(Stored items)
*** Begin section ***
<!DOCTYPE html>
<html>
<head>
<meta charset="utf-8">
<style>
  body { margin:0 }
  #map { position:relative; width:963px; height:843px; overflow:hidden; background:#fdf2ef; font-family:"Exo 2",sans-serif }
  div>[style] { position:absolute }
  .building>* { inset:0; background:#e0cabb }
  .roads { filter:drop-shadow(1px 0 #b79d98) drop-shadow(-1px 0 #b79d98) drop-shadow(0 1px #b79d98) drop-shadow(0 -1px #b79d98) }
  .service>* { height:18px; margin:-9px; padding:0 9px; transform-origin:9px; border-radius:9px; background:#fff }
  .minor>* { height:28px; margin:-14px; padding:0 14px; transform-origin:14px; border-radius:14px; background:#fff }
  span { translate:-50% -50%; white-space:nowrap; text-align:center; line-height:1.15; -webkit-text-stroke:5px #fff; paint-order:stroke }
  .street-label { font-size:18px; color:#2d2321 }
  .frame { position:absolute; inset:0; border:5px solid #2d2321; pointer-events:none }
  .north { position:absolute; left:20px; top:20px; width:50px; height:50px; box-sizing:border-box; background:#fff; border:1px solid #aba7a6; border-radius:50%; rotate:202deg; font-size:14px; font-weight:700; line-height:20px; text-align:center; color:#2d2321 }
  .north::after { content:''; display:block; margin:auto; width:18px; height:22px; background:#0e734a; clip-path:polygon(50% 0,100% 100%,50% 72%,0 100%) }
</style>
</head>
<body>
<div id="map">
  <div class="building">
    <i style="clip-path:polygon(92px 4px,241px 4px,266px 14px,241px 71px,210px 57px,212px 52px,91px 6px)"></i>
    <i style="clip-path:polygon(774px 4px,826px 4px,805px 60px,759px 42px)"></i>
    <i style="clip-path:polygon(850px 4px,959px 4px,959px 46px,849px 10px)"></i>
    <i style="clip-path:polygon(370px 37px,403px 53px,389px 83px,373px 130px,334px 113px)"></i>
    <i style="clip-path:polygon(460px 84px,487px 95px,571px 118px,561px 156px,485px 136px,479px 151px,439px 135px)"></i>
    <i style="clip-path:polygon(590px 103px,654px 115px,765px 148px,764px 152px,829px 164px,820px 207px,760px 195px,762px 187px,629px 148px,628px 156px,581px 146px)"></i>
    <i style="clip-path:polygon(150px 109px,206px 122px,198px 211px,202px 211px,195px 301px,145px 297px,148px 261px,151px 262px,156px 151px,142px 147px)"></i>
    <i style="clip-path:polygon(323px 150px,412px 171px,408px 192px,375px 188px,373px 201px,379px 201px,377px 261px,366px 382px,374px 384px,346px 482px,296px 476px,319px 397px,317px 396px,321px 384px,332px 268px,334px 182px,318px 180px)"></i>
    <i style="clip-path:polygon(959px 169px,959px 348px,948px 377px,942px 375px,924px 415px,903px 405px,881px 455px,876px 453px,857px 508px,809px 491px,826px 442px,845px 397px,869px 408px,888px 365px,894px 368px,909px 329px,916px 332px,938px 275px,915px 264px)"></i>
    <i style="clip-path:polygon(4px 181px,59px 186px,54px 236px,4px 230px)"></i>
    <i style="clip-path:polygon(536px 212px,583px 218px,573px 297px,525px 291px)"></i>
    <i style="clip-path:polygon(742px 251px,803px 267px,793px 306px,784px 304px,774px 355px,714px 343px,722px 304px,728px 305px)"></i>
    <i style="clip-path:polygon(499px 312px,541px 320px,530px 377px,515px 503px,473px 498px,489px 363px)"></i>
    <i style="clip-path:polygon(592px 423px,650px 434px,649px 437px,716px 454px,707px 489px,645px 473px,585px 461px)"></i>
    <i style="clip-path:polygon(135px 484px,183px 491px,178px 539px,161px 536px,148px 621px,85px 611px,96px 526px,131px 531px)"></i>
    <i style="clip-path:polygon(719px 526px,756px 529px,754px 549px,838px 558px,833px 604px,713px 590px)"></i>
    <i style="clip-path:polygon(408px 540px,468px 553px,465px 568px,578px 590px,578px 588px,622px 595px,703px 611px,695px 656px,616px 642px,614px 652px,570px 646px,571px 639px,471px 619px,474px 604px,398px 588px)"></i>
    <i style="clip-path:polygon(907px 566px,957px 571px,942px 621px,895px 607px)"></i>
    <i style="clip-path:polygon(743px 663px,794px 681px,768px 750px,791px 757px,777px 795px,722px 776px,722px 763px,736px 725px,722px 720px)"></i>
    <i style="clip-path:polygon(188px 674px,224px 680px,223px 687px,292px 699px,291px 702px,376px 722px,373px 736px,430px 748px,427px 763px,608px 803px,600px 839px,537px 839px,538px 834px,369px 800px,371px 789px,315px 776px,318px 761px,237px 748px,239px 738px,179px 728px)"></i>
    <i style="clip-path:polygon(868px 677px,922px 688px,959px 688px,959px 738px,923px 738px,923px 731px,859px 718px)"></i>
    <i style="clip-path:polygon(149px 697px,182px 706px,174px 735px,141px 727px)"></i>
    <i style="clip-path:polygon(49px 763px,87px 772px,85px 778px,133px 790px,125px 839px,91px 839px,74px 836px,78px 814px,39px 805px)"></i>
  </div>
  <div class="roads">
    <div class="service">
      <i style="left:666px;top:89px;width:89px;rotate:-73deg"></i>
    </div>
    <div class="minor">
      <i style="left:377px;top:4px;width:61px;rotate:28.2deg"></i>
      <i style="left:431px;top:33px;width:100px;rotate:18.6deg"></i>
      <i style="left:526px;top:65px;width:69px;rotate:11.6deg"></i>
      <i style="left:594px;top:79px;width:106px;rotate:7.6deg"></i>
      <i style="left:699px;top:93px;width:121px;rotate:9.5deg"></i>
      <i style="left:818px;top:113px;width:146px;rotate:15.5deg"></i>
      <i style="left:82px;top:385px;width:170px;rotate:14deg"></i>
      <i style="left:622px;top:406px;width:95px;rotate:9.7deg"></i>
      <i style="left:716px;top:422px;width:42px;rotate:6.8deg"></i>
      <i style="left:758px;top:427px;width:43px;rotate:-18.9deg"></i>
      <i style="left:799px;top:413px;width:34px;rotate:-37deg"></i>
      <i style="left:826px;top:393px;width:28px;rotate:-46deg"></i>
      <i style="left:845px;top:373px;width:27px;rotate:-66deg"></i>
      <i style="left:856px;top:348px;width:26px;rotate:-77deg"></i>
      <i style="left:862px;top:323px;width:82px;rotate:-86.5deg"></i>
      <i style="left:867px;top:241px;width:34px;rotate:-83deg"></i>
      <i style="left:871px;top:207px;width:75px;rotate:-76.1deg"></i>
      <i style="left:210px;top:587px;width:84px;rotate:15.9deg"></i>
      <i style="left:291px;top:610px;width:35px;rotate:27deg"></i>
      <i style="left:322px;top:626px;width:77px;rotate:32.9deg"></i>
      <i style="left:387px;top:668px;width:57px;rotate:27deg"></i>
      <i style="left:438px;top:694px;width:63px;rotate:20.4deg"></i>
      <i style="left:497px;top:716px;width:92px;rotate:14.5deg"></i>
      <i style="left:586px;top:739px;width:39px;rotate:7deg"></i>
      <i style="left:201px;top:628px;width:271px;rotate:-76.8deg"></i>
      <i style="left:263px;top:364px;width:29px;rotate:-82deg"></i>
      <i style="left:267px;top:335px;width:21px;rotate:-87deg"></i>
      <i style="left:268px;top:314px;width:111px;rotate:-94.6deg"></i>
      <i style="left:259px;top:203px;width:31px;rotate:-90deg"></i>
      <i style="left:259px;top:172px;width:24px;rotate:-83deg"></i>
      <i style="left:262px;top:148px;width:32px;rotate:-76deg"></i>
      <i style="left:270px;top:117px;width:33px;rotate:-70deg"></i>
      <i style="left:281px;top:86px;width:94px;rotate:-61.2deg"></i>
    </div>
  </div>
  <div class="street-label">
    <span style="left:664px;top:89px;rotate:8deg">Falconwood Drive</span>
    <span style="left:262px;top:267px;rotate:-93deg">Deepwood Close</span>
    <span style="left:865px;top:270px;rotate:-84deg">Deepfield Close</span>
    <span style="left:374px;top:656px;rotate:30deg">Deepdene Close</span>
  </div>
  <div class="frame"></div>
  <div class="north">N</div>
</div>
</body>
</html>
*** End section ***
## TASK TO COMPLETE
Take the lines from the start of the records through the line holding "filter:drop-shadow(1px 0 #b79d98)", both included, and please print them exactly, with nothing else.

## TASK ANSWER
<!DOCTYPE html>
<html>
<head>
<meta charset="utf-8">
<style>
  body { margin:0 }
  #map { position:relative; width:963px; height:843px; overflow:hidden; background:#fdf2ef; font-family:"Exo 2",sans-serif }
  div>[style] { position:absolute }
  .building>* { inset:0; background:#e0cabb }
  .roads { filter:drop-shadow(1px 0 #b79d98) drop-shadow(-1px 0 #b79d98) drop-shadow(0 1px #b79d98) drop-shadow(0 -1px #b79d98) }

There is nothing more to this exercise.